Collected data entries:
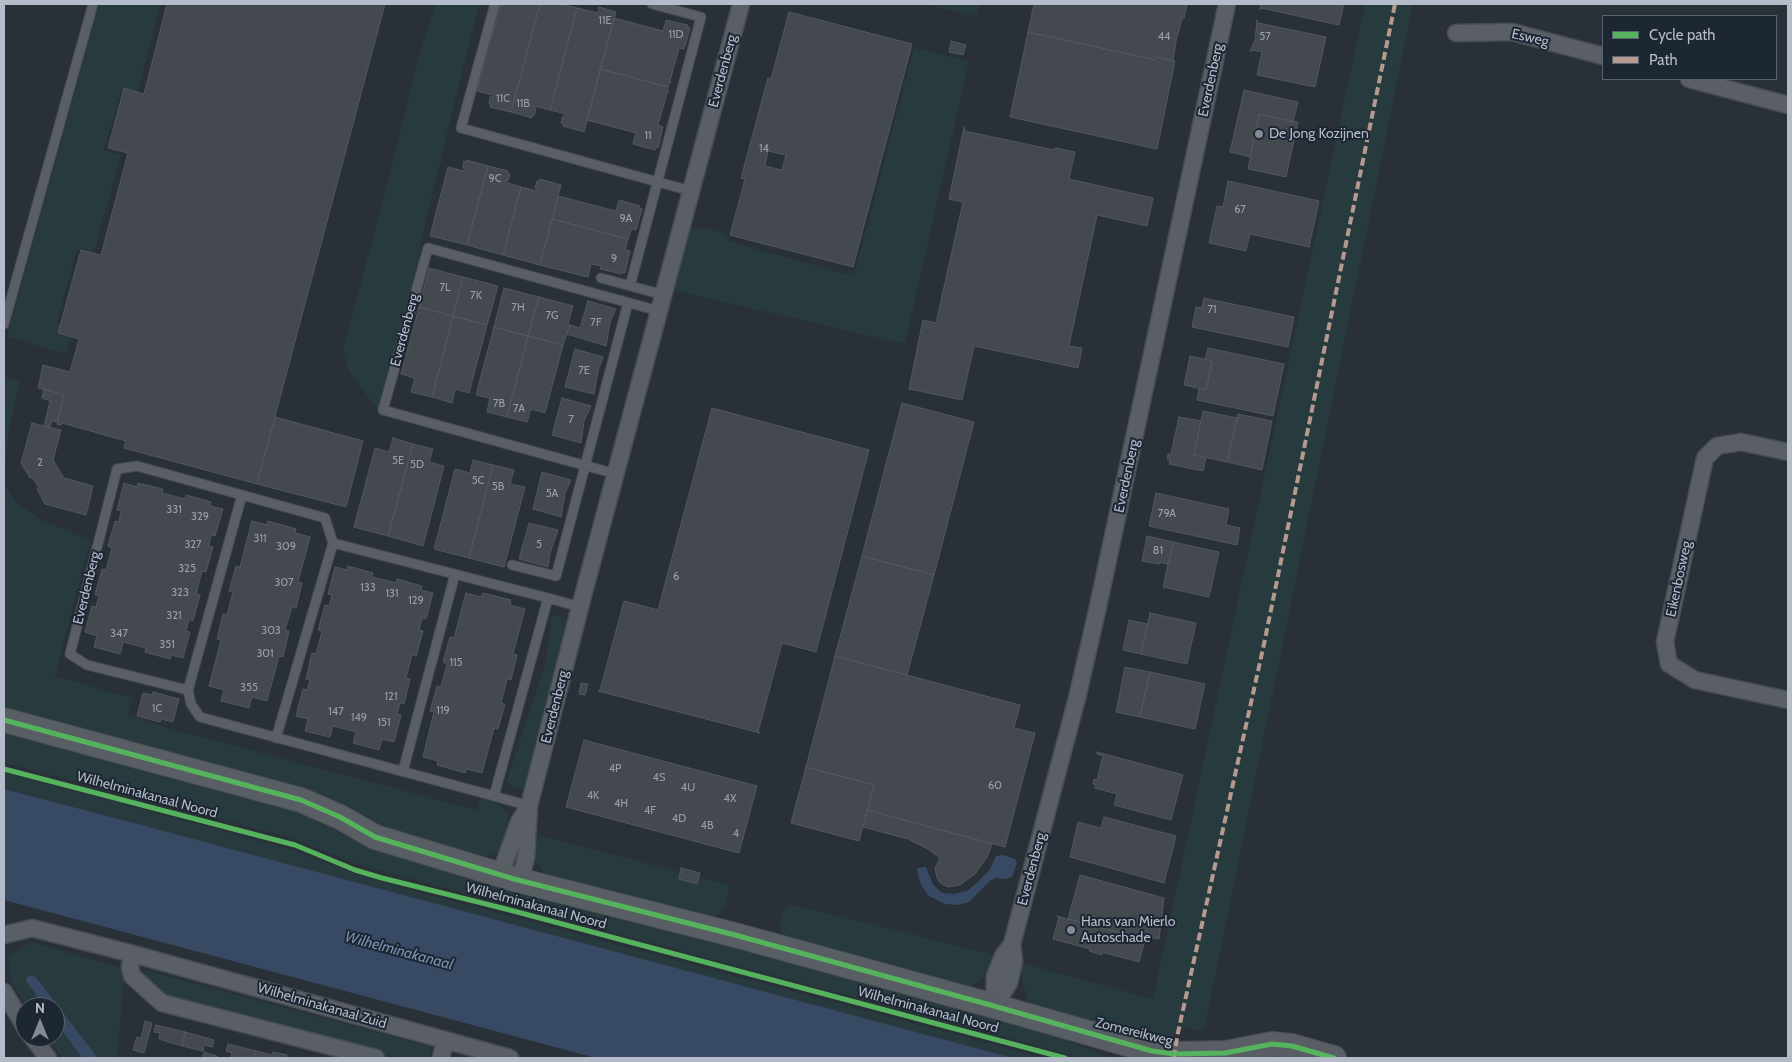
<!DOCTYPE html>
<style>
body{margin:0}
#map{position:relative;width:1792px;height:1062px;overflow:hidden;background:#2a3038;font-family:Cabin,sans-serif}
canvas{display:block}
.frame{position:absolute;inset:0;border:5px solid #b4bcc9;pointer-events:none}
.legend{position:absolute;left:1602px;top:15px;width:175px;height:65px;box-sizing:border-box;background:#1d2633;border:1px solid #59626f;margin:0;padding:6px 9px;list-style:none;font-size:15px;color:#b4bcc9}
.legend li{display:flex;align-items:center;gap:10px;height:25px}
.legend b{width:25px;border:1px solid #59626f}
.north{position:absolute;left:15px;top:997px;width:50px;height:50px;box-sizing:border-box;background:#1d2633;border:1px solid #59626f;border-radius:50%;rotate:0deg;font-size:14px;font-weight:700;line-height:20px;text-align:center;color:#b4bcc9}
.north::after{content:'';display:block;margin:auto;width:18px;height:22px;background:#848b96;clip-path:polygon(50% 0,100% 100%,50% 72%,0 100%)}
</style>
<div id="map">
<canvas width="1792" height="1062"></canvas>
<div class="frame"></div>
<ul class="legend">
<li><b style="height:6px;background:#56b35d"></b>Cycle path</li>
<li><b style="height:6px;background:#b69a8f"></b>Path</li>
</ul>
<div class="north">N</div>
</div>
<script>
const g = document.querySelector('canvas').getContext('2d');
g.lineJoin = 'round';
function fill(path, color) { g.fillStyle = color; g.fill(path, 'evenodd'); }
const toPath = rows => new Path2D(rows.map(r => 'M' + r).join(''));
function trace(path, color, width, dash) { g.strokeStyle = color; g.lineWidth = width; g.lineCap = dash ? 'butt' : 'round'; g.setLineDash(dash || []); g.stroke(path); }
function write(font, color, halo, rows, align = 'center') {
  g.font = font + ' Cabin,sans-serif'; g.lineWidth = 4; g.setLineDash([]); g.textBaseline = 'middle'; g.strokeStyle = halo; g.fillStyle = color; for (const [text, x, y, turn = 0] of rows) {
    g.save(); g.translate(x, y); g.rotate((+turn || 0) * Math.PI / 180); g.textAlign = isNaN(turn) ? turn : align; if (halo) g.strokeText(text, 0, 0); g.fillText(text, 0, 0); g.restore();
  }
}
fill(toPath([
 [99,4,161,4,137,93,121,91,104,150,121,155,94,252,77,249,57,324,74,329,67,354,7,337],
 [435,4,479,4,425,223,418,263,388,371,379,411,349,372,343,350,391,170,417,64],
 [924,4,980,4,976,16],
 [1365,4,1413,4,1204,1031,1189,1028,1173,1035,1164,1046,1030,1005,1023,986,1021,969,1022,963,1153,999],
 [914,48,969,61,905,344,672,290,688,232,693,229,705,228,728,234,727,241,854,276],
 [4,377,20,381,10,426,6,457,5,484,16,503,42,520,90,540,55,676,132,698,128,715,178,731,477,810,480,798,499,804,508,813,509,826,499,852,478,860,4,711],
 [552,614,570,620,523,789,515,788,506,782,545,666],
 [4,729,230,794,292,806,1025,1022,1065,1040,1112,1058,1082,1058,362,866,285,836,4,763],
 [4,772,293,850,354,873,400,887,1044,1058,1013,1058,4,789],
 [534,834,730,885,726,903,719,914,709,919,549,877,536,862,533,845],
 [791,904,916,935,996,956,988,974,967,989,787,942,781,933,780,923,783,912],
 [31,942,125,969,117,1058,98,1058,36,977,26,981,45,1007,27,1007,11,981,9,956],
 [137,968,432,1047,428,1058,400,1058,158,993,136,976],
 [55,1021,82,1058,62,1058,47,1037,55,1037]
]), '#273a3e');
fill(toPath([
 [4,789,130,822,1013,1058,596,1058,4,900],
 [1003,855,1015,859,1017,863,1012,877,1006,879,996,878,991,880,969,902,958,905,945,904,929,896,921,885,917,872,917,868,926,867,933,885,942,893,954,894,967,891,979,881,990,869,996,856],
 [28,975,36,977,98,1058,82,1058,55,1021,55,1007,45,1007,26,981]
]), '#384963');
const building = toPath([
 [167,4,385,4,257,484,124,448,126,441,62,423,61,425,57,424,64,395,38,388,43,365,70,372,79,339,58,333,81,250,101,255,128,153,108,148,124,88,144,94,167,4],
 [501,4,540,4,511,112,490,107,491,104,489,104,490,97,493,97,493,95,477,91,501,4],
 [540,4,561,4,577,8,550,110,534,106,534,108,536,109,534,116,532,116,532,118,511,112,540,4],
 [1034,4,1187,4,1184,19,1182,18,1178,35,1177,35,1173,61,1156,57,1155,60,1028,32,1034,4],
 [1261,4,1344,4,1339,25,1261,8,1260,10,1261,4],
 [599,7,616,12,584,132,563,126,563,124,561,123,563,116,565,116,566,114,550,110,577,8,598,13,599,7],
 [789,12,912,44,853,267,730,235,745,179,741,178,768,78,771,79,789,12],
 [768,151,786,155,782,170,765,166,768,151],
 [614,18,663,31,666,20,688,25,687,27,690,28,686,43,684,49,679,48,670,81,671,83,670,82,668,87,600,69,614,18],
 [1257,20,1258,23,1326,37,1315,87,1257,75,1262,52,1252,50,1250,52,1255,40,1257,20],
 [1028,32,1155,60,1156,57,1175,61,1157,149,1010,117,1028,32],
 [951,41,966,45,963,55,949,52,951,41],
 [600,69,668,87,668,93,667,93,658,125,663,127,658,148,655,147,655,150,633,144,636,133,587,120,600,69],
 [1244,90,1298,102,1293,122,1259,114,1250,157,1230,152,1244,90],
 [1259,114,1298,122,1286,177,1248,169,1259,114],
 [964,127,965,131,1054,150,1056,147,1056,148,1075,152,1069,179,1153,198,1147,226,1097,215,1069,346,1082,348,1078,368,974,346,962,400,909,389,923,320,936,323,963,202,949,199,964,127],
 [467,160,488,166,467,245,430,236,448,167,464,171,465,169,463,168,464,161,467,162,467,160],
 [488,166,508,171,508,173,510,174,508,181,506,180,505,182,521,187,503,255,467,245,488,166],
 [540,179,561,185,540,265,503,255,521,187,537,191,537,189,535,188,537,181,539,181,540,179],
 [1228,181,1319,201,1309,247,1250,234,1246,251,1209,243,1217,206,1223,207,1228,181],
 [558,196,616,211,619,200,640,206,639,208,642,209,636,230,631,229,628,239,552,219,558,196],
 [552,219,628,239,625,250,630,251,625,273,623,272,622,274,600,269,601,266,591,264,588,277,540,265,552,219],
 [429,268,463,277,453,316,419,307,429,268],
 [463,277,498,286,487,325,453,316,463,277],
 [504,288,539,297,528,336,494,327,504,288],
 [539,297,573,306,568,324,570,325,563,345,528,336,539,297],
 [1204,298,1294,317,1288,347,1192,327,1196,307,1202,308,1204,298],
 [588,301,616,309,610,322,606,346,567,334,570,325,580,328,588,301],
 [419,307,453,316,432,397,411,392,415,378,401,374,419,307],
 [453,316,487,325,469,393,455,389,452,403,432,397,453,316],
 [494,327,528,336,507,417,487,412,490,398,476,395,494,327],
 [528,336,563,345,545,413,531,409,527,422,507,417,528,336],
 [1208,348,1284,364,1273,416,1197,400,1199,389,1206,390,1212,361,1205,359,1208,348],
 [575,349,603,357,598,371,594,394,565,387,575,349],
 [1190,356,1212,361,1206,390,1184,385,1190,356],
 [44,389,64,395,57,422,51,421,50,427,44,426,50,401,42,398,44,389],
 [562,398,591,406,584,421,581,443,552,435,562,398],
 [902,403,974,422,934,575,862,556,902,403],
 [712,408,869,450,816,652,782,643,758,732,760,733,598,691,600,690,624,601,658,610,712,408],
 [1203,411,1237,418,1227,462,1194,455,1203,411],
 [1238,414,1272,421,1262,470,1227,462,1238,414],
 [275,417,363,441,346,507,257,484,275,417],
 [1179,417,1201,421,1194,455,1206,458,1203,471,1169,464,1170,460,1167,459,1168,454,1171,454,1179,417],
 [32,423,61,430,53,460,64,478,93,486,86,515,45,504,37,489,39,488,32,477,30,478,21,463,32,423],
 [393,438,413,444,388,536,354,527,375,448,389,452,393,438],
 [413,444,433,449,429,462,444,466,423,546,388,536,413,444],
 [473,460,493,465,469,558,434,549,455,469,470,473,473,460],
 [493,465,514,470,510,484,525,487,504,567,469,558,493,465],
 [542,472,571,480,565,493,561,517,533,509,542,472],
 [124,483,137,487,138,483,163,489,162,493,185,499,186,495,211,502,210,506,223,509,215,536,211,535,209,546,213,547,206,572,202,571,196,594,200,595,193,621,189,619,186,631,190,632,183,658,171,655,170,659,145,652,146,648,123,642,120,654,94,647,97,636,85,632,92,606,96,607,99,596,95,595,102,569,106,570,112,548,108,546,115,521,119,522,121,511,117,510,124,483],
 [1156,493,1229,509,1226,525,1240,528,1237,545,1149,526,1156,493],
 [252,521,267,525,268,521,296,529,295,533,310,537,298,582,302,583,296,608,292,607,285,630,289,631,283,657,279,656,267,701,252,697,249,708,221,701,224,690,209,686,221,640,217,639,223,614,227,615,233,592,229,591,236,566,240,567,252,521],
 [529,523,558,530,550,553,548,567,519,559,529,523],
 [1147,536,1173,542,1168,564,1159,562,1159,564,1142,561,1147,536],
 [1173,542,1219,552,1209,597,1163,587,1173,542],
 [862,556,934,575,907,675,835,656,862,556],
 [348,566,373,573,372,577,396,583,397,579,422,586,421,590,433,593,426,619,422,618,419,630,423,631,416,656,412,655,406,678,410,679,404,704,400,703,397,714,401,715,394,742,382,739,379,750,353,743,356,732,333,726,330,737,305,731,308,719,296,716,303,689,307,690,310,680,306,679,312,653,316,654,322,631,318,630,325,605,329,606,332,595,328,594,335,567,347,570,348,566],
 [466,593,481,597,483,593,511,600,510,605,525,609,513,654,517,655,511,680,507,679,501,703,505,704,498,729,494,728,482,773,466,769,465,773,437,765,438,761,423,757,434,712,430,711,437,686,441,687,447,664,443,662,450,637,454,638,466,593],
 [1150,613,1196,623,1187,664,1141,654,1150,613],
 [1129,620,1147,624,1141,654,1123,650,1129,620],
 [835,656,1020,705,1014,728,1035,733,1005,847,867,810,874,785,806,767,835,656],
 [1125,667,1150,672,1140,717,1116,712,1125,667],
 [1150,672,1205,684,1195,729,1140,717,1150,672],
 [581,683,588,684,585,695,579,694,581,683],
 [153,692,179,699,173,722,161,719,160,722,137,716,143,693,153,695,153,692],
 [584,740,757,786,739,853,566,807,584,740],
 [1097,752,1183,775,1171,820,1114,805,1117,794,1095,788,1096,785,1093,784,1094,779,1097,780,1103,756,1097,754,1097,752],
 [806,767,874,785,859,841,791,823,806,767],
 [867,810,992,844,987,857,975,874,960,885,948,887,940,883,937,878,935,868,940,858,928,849,908,839,863,827,867,810],
 [1104,817,1176,836,1164,883,1070,857,1078,822,1101,828,1104,817],
 [681,868,700,873,697,884,679,879,681,868],
 [1080,875,1164,898,1159,939,1148,937,1147,940,1068,919,1080,875],
 [1057,916,1147,940,1148,941,1145,940,1139,962,1102,952,1102,955,1089,951,1090,949,1053,939,1059,917,1057,916],
 [145,1021,152,1023,144,1053,133,1050,137,1037,141,1038,145,1021],
 [156,1025,185,1032,182,1046,159,1039,160,1033,154,1032,156,1025],
 [185,1032,214,1040,212,1047,204,1045,203,1051,182,1046,185,1032],
 [228,1044,256,1051,254,1058,231,1058,232,1053,226,1051,228,1044],
 [256,1051,272,1055,273,1052,287,1055,286,1058,254,1058,256,1051],
 [204,1052,217,1056,217,1058,202,1058,204,1052]
]);
fill(building, '#444950');
trace(building, '#52575f', 1);
const lane = toPath([
 [495,4,461,128,691,191],
 [601,278,664,295],
 [630,286,701,17,652,4],
 [4,324,93,4],
 [137,466,325,518,333,543,548,598,494,796,200,717,191,704,188,690,87,665,70,654,117,469,137,466],
 [616,474,383,410,428,248,659,311],
 [512,565,556,576,628,303],
 [548,598,580,607],
 [188,690,242,495],
 [276,738,333,543],
 [403,771,455,574],
 [494,796,529,806]
]);
const street = toPath([
 [1456,33,1512,32,1603,56],
 [1689,79,1788,105],
 [1788,452,1741,442,1717,446,1705,458,1665,642,1669,664,1695,680,1788,700],
 [529,806,580,607,741,4],
 [500,875,519,822,529,806,526,858,520,880],
 [4,935,32,928,133,954,510,1058],
 [133,954,130,967,132,976,162,1003,376,1058],
 [4,992,25,1027],
 [994,1006,1009,983,1014,961,1012,944,1077,698,1097,611,1227,4],
 [994,1006,995,976,1003,956,1012,944],
 [32,1037,48,1058],
 [441,1058,445,1040]
]);
const secondary = toPath([
 [4,720,301,800,340,817,375,837,514,879,735,935,994,1006,1152,1051,1174,1054,1225,1053,1272,1044,1292,1046,1334,1058]
]);
trace(lane, '#484c53', 11);
trace(street, '#484c53', 19);
trace(secondary, '#484c53', 26);
trace(lane, '#5a5e66', 9);
trace(street, '#5a5e66', 16);
trace(secondary, '#595d64', 24);
trace(toPath([
 [1174,1058,1177,1037,1264,644,1395,4]
]), '#b69a8f', 4, [8, 4]);
trace(toPath([
 [4,720,301,800,340,817,375,837,514,879,735,935,994,1006,1152,1051,1174,1054,1225,1053,1272,1044,1292,1046,1334,1058],
 [4,769,295,845,355,870,382,878,506,909,1065,1058]
]), '#56b35d', 5);
for (const [x, y, r, color] of [
 [1259,134,5,"#848b96"],
 [1071,930,5,"#848b96"]
]) { const dot = new Path2D(); dot.arc(x, y, r, 0, 2 * Math.PI); g.fillStyle = color; g.fill(dot); trace(dot, '#1d2633', 2); }
write('11px', '#989fab', null, [
 ["11E",605,21],
 ["11D",676,35],
 ["44",1164,37],
 ["57",1265,37],
 ["11C",503,99],
 ["11B",523,104],
 ["11",648,136],
 ["14",764,149],
 ["9C",495,179],
 ["67",1240,210],
 ["9A",626,219],
 ["9",614,259],
 ["7L",445,288],
 ["7K",476,296],
 ["7H",518,308],
 ["71",1212,310],
 ["7G",552,316],
 ["7F",596,323],
 ["7E",584,371],
 ["7B",499,404],
 ["7A",519,409],
 ["7",571,420],
 ["5E",398,461],
 ["2",40,463],
 ["5D",417,465],
 ["5C",478,481],
 ["5B",498,487],
 ["5A",552,494],
 ["331",174,510],
 ["79A",1167,514],
 ["329",200,517],
 ["311",260,539],
 ["327",193,545],
 ["5",539,545],
 ["309",286,547],
 ["81",1158,551],
 ["325",187,569],
 ["6",676,577],
 ["307",284,583],
 ["133",368,588],
 ["323",180,593],
 ["131",392,594],
 ["129",416,601],
 ["321",174,616],
 ["303",271,631],
 ["347",119,634],
 ["351",167,645],
 ["301",265,654],
 ["115",456,663],
 ["355",249,688],
 ["121",391,697],
 ["1C",157,709],
 ["119",443,711],
 ["147",336,712],
 ["149",359,718],
 ["151",384,723],
 ["4P",615,769],
 ["4S",659,778],
 ["60",995,786],
 ["4U",688,788],
 ["4K",593,796],
 ["4X",730,799],
 ["4H",621,804],
 ["4F",650,811],
 ["4D",679,819],
 ["4B",707,826],
 ["4",736,834]
]);
write('14px', '#b4bcc9', '#1d2633', [
 ["Esweg",1530,38,13],
 ["Everdenberg",723,71,-75],
 ["Everdenberg",1211,80,-78],
 ["Everdenberg",405,330,-75],
 ["Everdenberg",1127,476,-78],
 ["Eikenbosweg",1679,579,-78],
 ["Everdenberg",87,588,-76],
 ["Everdenberg",555,707,-76],
 ["Wilhelminakanaal Noord",147,795,15],
 ["Everdenberg",1032,869,-75],
 ["Wilhelminakanaal Noord",536,906,15],
 ["Wilhelminakanaal Zuid",322,1006,16],
 ["Wilhelminakanaal Noord",928,1010,15],
 ["Zomereikweg",1134,1032,14]
]);
write('14px', '#b4bcc9', '#1d2633', [
 ["De Jong Kozijnen",1269,134],
 ["Hans van Mierlo",1081,922],
 ["Autoschade",1081,938]
], 'left');
write('italic 15px', '#7c92b1', '#1d2633', [
 ["Wilhelminakanaal",399,951,15]
]);
</script>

Try it: Return each line of the data that contains the string "legend".

Answer for the task:
.legend{position:absolute;left:1602px;top:15px;width:175px;height:65px;box-sizing:border-box;background:#1d2633;border:1px solid #59626f;margin:0;padding:6px 9px;list-style:none;font-size:15px;color:#b4bcc9}
.legend li{display:flex;align-items:center;gap:10px;height:25px}
.legend b{width:25px;border:1px solid #59626f}
<ul class="legend">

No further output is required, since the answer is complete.